**WORK TO COMPLETE:** When a line of the entries contains "Math", please list that line.

***** DATASET CONTENT

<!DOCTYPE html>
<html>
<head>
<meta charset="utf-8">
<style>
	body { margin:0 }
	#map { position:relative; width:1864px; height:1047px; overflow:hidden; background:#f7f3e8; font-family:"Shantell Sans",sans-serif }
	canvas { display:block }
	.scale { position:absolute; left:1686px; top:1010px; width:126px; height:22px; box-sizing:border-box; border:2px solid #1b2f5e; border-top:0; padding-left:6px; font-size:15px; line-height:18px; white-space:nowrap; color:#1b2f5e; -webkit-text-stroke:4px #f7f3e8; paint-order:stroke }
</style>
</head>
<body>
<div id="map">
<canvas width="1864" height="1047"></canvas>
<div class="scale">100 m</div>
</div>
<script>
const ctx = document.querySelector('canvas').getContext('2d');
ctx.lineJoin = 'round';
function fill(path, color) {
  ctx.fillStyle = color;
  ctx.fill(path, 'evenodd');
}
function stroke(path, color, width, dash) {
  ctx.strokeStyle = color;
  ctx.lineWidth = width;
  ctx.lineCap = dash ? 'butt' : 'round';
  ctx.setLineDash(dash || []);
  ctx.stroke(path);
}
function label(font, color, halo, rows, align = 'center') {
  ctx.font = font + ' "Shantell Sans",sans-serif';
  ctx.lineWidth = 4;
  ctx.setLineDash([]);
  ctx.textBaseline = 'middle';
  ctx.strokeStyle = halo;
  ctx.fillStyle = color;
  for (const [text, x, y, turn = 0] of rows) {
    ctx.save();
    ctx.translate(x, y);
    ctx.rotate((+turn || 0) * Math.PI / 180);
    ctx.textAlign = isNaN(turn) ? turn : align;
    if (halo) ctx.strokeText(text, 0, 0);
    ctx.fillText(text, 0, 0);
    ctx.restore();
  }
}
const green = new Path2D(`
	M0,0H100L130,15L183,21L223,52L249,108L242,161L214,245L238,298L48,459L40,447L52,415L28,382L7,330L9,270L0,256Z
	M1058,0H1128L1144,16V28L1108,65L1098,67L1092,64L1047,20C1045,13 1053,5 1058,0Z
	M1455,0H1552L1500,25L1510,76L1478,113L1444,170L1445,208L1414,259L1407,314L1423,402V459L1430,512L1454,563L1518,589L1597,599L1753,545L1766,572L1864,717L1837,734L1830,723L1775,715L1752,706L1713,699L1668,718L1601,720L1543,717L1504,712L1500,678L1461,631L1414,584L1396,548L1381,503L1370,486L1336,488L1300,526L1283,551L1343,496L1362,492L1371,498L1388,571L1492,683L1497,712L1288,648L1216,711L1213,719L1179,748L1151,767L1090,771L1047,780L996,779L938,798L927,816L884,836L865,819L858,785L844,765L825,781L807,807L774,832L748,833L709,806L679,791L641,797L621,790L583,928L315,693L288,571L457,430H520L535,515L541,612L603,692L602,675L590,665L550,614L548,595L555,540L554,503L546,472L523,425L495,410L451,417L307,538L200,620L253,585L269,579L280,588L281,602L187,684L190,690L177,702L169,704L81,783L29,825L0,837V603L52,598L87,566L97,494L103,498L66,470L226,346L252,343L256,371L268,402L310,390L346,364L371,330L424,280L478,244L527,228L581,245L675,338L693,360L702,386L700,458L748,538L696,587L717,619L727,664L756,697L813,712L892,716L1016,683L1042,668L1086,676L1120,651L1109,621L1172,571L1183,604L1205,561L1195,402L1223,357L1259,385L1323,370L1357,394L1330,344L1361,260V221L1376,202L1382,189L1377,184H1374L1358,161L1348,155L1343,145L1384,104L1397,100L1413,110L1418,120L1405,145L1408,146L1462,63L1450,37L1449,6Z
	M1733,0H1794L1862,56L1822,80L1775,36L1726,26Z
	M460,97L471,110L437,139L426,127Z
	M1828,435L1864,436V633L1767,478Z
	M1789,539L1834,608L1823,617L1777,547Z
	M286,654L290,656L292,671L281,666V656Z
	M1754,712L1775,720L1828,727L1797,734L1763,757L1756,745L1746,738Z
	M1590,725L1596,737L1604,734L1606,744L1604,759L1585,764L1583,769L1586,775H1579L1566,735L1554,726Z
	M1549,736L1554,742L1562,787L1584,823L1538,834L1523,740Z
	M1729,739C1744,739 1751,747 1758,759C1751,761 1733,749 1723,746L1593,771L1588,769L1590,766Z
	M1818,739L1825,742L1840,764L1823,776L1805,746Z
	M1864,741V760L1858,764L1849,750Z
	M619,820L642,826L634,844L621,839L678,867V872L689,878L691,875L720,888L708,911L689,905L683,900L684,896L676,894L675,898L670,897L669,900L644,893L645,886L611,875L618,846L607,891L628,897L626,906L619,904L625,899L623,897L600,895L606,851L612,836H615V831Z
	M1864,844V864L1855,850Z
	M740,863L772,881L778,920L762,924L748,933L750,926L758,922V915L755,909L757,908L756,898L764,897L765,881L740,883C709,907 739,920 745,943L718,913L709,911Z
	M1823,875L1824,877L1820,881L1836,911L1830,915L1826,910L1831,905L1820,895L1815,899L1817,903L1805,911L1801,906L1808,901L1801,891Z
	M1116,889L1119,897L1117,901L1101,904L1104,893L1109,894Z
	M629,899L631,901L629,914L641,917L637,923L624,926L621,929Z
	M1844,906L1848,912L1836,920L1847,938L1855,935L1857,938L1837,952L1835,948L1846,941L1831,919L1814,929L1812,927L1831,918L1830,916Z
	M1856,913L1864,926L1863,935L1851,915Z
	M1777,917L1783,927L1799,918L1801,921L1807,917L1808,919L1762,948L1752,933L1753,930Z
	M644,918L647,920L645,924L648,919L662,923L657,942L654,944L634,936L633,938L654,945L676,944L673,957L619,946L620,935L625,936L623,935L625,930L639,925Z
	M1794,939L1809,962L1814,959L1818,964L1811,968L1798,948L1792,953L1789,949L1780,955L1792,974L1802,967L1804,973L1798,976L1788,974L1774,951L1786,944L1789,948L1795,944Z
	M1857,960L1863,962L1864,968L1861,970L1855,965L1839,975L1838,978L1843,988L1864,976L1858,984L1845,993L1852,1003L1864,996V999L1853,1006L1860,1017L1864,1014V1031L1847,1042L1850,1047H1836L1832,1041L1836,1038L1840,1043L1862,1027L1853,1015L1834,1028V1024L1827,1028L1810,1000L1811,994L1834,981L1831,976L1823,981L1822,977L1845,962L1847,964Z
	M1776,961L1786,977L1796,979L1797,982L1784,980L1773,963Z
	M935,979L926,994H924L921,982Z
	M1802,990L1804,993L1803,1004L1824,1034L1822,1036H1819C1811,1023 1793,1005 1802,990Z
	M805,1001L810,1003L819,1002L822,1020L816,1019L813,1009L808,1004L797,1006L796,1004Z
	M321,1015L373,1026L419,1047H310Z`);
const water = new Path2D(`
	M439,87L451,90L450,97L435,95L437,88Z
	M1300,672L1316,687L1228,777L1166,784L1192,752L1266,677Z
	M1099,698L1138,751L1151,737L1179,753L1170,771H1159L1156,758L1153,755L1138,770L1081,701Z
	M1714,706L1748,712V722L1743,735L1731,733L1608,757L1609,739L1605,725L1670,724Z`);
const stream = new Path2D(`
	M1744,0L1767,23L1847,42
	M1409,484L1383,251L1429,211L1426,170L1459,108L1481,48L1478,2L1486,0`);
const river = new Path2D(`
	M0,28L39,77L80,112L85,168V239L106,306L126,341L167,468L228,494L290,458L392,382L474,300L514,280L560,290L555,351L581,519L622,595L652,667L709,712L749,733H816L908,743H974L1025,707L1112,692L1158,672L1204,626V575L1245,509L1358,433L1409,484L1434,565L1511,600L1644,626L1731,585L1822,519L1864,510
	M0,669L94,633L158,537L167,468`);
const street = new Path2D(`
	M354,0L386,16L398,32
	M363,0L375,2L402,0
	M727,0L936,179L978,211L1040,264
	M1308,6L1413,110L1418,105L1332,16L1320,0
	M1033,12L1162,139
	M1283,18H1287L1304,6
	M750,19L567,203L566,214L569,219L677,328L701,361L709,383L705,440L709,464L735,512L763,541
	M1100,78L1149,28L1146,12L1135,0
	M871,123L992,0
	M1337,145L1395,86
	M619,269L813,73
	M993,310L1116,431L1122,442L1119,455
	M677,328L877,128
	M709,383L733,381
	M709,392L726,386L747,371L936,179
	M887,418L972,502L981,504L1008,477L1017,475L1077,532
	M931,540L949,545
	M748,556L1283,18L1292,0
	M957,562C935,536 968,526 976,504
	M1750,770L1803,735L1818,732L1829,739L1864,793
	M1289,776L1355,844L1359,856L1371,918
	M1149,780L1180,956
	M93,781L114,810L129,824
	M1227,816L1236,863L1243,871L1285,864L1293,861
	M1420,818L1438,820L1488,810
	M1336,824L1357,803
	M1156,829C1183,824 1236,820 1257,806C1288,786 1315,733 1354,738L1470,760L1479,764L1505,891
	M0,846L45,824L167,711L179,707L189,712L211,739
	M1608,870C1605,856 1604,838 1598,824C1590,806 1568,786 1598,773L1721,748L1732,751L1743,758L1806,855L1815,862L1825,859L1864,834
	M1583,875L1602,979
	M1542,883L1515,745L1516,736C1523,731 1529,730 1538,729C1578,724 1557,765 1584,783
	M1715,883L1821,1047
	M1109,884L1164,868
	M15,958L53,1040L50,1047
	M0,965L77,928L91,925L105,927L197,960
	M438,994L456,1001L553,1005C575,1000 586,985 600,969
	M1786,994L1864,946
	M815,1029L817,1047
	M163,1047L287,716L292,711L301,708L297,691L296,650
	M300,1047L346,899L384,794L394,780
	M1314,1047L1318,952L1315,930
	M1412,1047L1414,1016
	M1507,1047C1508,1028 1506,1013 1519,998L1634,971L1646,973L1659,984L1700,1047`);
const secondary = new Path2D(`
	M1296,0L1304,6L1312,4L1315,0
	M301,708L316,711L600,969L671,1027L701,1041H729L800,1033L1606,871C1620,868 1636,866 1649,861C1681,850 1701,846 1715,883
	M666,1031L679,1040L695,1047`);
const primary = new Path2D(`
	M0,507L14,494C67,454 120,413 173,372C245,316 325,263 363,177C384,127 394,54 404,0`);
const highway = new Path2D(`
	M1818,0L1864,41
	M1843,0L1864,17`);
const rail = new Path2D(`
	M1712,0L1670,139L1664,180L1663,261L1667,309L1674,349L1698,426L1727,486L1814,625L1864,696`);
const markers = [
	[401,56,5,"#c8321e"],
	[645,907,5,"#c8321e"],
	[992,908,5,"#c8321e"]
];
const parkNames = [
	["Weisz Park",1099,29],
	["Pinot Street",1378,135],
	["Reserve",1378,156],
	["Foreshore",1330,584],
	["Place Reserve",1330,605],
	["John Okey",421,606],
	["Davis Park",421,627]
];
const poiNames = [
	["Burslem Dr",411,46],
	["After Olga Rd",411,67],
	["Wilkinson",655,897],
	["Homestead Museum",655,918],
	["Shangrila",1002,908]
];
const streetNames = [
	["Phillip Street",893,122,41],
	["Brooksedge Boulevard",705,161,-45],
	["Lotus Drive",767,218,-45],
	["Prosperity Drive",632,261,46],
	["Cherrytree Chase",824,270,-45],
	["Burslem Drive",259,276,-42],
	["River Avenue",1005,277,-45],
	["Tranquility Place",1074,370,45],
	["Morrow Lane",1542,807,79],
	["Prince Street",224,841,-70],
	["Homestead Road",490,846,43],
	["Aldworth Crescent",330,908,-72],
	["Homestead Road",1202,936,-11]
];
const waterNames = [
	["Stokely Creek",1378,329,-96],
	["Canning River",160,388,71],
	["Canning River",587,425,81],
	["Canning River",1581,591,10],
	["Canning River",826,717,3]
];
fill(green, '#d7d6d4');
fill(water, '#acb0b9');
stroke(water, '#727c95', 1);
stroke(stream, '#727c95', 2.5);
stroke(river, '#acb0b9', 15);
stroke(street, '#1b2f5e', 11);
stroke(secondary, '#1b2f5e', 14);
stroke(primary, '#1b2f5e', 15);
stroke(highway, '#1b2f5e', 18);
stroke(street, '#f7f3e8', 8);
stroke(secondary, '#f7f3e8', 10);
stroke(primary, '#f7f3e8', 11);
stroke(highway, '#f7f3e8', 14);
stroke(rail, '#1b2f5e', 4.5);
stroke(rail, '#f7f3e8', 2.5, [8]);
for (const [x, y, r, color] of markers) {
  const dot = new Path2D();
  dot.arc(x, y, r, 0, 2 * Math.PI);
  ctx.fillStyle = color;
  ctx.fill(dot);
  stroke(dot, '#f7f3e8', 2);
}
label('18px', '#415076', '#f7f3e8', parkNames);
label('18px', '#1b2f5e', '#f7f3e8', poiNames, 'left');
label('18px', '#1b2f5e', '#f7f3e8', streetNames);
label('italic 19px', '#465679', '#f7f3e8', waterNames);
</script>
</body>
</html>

**********

**RESULT BELOW:**
    ctx.rotate((+turn || 0) * Math.PI / 180);
  dot.arc(x, y, r, 0, 2 * Math.PI);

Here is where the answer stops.